Seville, Spain's fourth largest city, embodies the definition of a vibrant urban area. The city has an infectious energy and its two major attractions, the Cathedral and the Alcazar, do not disappoint.
The Cathedral's Giralda Bell Tower soars 330 feet and was originally built by the Moors as a minaret from which a muezzin could issue the call to prayer.
The Cathedral is the third-largest in Europe, after St. Peter's and St. Paul's. It is the largest Gothic church in the world and the interior area is larger than any other.
The high alter features an organ of more than 7,000 pipes.
The ceiling detail and craftsmanship are extraordinary.
Note the amazing oval dome.
The Alcazar is similarly amazing. Originally built in the 10th-century as a palace for Moorish governors, today it is the oldest royal palace in Europe.
The Mudegar style used by the Moorish workers is particularly interesting here, as they blended traditional Moorish and Christian elements of design and ornamentation.
The elaborate gardens are not to be missed.

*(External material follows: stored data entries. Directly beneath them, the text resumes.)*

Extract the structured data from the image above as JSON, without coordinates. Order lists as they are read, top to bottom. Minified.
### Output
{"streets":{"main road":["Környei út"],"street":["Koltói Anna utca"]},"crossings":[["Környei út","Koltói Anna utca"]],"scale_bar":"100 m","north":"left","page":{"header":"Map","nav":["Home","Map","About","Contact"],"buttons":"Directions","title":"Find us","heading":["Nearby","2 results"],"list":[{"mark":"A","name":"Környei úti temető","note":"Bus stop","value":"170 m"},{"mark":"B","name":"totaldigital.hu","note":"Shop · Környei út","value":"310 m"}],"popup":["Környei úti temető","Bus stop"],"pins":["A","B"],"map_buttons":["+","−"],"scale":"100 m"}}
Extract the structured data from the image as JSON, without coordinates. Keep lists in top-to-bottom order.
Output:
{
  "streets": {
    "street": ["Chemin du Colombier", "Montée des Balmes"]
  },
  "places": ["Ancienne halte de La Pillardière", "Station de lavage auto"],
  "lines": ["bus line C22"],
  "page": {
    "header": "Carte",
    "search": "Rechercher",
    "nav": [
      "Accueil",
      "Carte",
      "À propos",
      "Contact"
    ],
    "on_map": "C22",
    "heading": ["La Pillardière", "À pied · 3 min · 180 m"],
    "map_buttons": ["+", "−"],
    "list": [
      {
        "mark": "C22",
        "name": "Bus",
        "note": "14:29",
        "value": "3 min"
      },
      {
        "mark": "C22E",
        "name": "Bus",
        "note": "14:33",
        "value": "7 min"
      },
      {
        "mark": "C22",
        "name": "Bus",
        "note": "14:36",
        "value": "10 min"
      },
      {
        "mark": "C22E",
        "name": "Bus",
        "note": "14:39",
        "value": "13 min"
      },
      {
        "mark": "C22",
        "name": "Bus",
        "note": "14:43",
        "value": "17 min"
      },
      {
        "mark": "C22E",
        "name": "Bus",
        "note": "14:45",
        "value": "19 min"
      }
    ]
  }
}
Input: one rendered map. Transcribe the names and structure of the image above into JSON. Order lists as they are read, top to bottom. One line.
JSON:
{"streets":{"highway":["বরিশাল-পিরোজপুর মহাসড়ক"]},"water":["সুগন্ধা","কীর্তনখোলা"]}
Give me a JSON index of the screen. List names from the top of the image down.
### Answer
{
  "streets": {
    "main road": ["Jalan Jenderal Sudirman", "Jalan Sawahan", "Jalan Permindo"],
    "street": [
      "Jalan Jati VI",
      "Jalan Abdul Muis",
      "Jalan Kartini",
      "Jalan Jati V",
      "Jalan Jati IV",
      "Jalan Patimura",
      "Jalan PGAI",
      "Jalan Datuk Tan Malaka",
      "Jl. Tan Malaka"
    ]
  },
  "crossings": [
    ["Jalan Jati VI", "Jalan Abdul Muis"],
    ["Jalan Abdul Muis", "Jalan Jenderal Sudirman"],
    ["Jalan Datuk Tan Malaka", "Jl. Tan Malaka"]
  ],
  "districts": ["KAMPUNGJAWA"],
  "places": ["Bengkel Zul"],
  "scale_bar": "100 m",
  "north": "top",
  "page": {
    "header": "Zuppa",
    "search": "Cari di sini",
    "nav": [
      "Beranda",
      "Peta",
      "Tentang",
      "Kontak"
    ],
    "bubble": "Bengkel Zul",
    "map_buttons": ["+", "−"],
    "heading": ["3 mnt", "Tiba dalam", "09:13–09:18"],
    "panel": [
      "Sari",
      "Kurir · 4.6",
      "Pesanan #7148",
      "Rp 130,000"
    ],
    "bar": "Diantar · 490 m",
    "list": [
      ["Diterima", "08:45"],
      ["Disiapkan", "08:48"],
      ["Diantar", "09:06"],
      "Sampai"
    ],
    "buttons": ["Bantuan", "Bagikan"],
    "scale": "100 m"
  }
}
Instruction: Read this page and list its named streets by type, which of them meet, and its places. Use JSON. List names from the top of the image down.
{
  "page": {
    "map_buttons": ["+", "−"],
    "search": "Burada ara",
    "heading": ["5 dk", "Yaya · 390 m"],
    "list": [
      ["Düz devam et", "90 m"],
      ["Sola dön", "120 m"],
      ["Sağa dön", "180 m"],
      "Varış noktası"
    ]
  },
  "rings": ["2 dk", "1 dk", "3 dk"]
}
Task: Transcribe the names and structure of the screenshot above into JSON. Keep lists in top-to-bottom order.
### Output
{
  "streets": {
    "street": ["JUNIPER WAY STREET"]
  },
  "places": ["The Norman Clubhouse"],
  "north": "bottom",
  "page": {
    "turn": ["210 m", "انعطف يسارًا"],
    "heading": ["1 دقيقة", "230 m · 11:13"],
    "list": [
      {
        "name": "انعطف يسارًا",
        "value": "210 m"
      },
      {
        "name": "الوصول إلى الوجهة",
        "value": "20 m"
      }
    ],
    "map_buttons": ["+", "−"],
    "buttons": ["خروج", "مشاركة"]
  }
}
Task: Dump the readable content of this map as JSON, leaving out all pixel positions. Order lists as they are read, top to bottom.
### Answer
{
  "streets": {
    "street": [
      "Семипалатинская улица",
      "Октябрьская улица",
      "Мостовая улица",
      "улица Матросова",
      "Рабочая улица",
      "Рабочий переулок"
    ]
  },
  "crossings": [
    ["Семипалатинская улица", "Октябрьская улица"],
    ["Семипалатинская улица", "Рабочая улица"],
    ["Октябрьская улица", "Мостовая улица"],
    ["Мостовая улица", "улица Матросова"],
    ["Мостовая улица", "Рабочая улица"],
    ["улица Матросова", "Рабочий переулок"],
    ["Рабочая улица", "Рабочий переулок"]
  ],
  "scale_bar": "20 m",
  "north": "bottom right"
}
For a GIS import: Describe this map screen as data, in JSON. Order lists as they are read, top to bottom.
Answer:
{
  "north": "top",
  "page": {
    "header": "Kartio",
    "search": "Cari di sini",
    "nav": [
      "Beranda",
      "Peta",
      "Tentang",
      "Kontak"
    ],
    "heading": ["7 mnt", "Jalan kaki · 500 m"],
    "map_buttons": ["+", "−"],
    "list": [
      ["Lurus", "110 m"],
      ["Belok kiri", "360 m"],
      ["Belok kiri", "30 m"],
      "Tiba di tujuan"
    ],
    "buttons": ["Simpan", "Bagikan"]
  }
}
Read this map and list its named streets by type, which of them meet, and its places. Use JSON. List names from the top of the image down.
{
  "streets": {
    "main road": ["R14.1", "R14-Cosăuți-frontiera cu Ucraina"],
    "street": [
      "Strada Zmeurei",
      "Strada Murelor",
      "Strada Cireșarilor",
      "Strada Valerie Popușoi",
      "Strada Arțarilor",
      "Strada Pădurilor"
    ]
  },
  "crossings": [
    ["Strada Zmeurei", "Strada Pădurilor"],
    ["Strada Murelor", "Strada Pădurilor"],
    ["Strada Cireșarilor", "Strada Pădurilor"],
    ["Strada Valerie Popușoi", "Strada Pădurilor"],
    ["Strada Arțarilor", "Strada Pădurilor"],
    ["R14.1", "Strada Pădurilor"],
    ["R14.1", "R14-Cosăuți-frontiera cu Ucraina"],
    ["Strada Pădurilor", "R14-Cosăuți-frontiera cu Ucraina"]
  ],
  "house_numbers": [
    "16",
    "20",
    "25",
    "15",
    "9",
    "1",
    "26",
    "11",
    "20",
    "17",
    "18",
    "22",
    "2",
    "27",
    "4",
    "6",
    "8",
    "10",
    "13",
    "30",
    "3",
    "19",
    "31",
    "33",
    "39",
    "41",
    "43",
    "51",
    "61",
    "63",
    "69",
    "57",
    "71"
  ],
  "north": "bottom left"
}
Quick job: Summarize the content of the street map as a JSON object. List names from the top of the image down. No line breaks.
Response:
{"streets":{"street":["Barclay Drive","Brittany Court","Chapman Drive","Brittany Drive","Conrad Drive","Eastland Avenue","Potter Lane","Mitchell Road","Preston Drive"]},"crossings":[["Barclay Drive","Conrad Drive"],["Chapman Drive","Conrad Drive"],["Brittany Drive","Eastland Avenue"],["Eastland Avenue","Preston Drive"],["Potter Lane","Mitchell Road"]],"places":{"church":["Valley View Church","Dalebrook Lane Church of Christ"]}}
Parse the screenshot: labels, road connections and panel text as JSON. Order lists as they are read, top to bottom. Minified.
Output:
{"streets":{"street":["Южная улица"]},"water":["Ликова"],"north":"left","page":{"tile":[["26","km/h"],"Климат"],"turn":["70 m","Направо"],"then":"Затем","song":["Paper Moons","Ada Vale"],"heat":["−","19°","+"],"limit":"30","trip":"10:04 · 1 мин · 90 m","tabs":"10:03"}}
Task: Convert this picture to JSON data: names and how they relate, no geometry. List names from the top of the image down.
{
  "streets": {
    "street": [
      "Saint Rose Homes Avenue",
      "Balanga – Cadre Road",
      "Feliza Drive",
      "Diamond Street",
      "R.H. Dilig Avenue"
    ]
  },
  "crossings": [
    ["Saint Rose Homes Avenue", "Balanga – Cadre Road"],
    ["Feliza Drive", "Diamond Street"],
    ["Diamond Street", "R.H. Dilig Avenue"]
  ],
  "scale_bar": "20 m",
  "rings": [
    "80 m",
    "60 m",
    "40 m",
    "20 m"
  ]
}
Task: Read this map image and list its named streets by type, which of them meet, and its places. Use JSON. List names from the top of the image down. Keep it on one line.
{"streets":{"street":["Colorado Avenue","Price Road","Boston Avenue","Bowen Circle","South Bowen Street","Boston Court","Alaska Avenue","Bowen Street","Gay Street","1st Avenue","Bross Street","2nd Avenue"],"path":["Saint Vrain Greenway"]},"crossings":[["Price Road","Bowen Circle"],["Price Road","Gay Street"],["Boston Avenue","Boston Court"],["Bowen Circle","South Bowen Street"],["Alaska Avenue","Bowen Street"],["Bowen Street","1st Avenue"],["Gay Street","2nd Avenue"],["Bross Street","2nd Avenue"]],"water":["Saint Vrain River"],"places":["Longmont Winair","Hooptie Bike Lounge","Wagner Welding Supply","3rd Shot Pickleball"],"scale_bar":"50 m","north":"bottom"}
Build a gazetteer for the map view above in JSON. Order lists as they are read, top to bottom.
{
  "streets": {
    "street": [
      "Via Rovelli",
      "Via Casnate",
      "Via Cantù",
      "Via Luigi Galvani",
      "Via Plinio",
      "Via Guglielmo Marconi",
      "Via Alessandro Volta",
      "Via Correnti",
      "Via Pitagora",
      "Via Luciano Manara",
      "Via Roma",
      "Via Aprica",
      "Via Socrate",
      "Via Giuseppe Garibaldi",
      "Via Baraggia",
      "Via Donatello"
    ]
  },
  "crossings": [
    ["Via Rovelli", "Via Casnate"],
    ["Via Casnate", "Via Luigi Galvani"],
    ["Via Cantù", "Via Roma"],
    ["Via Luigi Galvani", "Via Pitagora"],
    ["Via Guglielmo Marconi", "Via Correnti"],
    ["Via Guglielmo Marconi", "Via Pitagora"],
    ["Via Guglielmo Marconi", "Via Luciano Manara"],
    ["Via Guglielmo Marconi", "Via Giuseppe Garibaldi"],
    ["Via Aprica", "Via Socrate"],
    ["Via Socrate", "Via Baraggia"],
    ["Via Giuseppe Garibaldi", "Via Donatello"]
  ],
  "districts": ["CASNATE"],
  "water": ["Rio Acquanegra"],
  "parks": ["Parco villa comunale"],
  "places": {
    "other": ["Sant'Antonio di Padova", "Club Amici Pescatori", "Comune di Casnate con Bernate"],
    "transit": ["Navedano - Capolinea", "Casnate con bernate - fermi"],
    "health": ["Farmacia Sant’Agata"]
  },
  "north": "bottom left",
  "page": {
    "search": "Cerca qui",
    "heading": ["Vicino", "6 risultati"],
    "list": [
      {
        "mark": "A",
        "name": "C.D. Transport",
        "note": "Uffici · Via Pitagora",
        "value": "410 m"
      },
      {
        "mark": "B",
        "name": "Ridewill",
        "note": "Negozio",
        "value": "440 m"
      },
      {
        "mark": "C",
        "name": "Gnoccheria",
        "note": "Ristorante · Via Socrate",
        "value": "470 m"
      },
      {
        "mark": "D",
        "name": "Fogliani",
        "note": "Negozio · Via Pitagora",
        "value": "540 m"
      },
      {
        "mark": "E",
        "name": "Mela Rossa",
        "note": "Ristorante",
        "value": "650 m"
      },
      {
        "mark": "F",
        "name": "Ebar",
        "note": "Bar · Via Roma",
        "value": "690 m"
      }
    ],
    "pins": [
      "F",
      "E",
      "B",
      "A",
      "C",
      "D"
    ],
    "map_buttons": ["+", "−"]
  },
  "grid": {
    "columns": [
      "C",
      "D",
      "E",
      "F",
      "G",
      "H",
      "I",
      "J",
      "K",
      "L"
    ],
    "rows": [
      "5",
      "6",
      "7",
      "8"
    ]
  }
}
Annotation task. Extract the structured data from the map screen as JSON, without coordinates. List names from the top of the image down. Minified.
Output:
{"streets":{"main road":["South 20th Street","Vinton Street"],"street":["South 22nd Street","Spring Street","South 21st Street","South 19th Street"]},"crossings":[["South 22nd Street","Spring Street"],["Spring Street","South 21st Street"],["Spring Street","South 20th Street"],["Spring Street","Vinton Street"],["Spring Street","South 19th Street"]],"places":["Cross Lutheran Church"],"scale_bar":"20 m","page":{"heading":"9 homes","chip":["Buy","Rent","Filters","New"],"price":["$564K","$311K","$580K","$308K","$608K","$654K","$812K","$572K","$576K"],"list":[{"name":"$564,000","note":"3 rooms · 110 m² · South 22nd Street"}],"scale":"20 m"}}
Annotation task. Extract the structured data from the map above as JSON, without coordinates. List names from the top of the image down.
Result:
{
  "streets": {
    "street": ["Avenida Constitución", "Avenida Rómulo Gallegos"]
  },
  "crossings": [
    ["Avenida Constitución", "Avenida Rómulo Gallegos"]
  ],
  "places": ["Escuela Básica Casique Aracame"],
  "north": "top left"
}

Seville hosted two World Fairs--well, almost. The first was planned for 1929, but was derailed when the stock market crashed. The second occurred in 1992 and was a great success. Many of the pavilions and buildings constructed then remain in use today.
The Plaza de Espana, designed as the focal point of the 1929 World's Fair, is covered with glazed tiles depicting famous historical moments in each of Spain's 40 regions. The unique site appeared in Star Wars: Attack of the Clones.
A nighttime stroll along the Rio Guadalquivir offers a wide variety of restaurants and stunning views.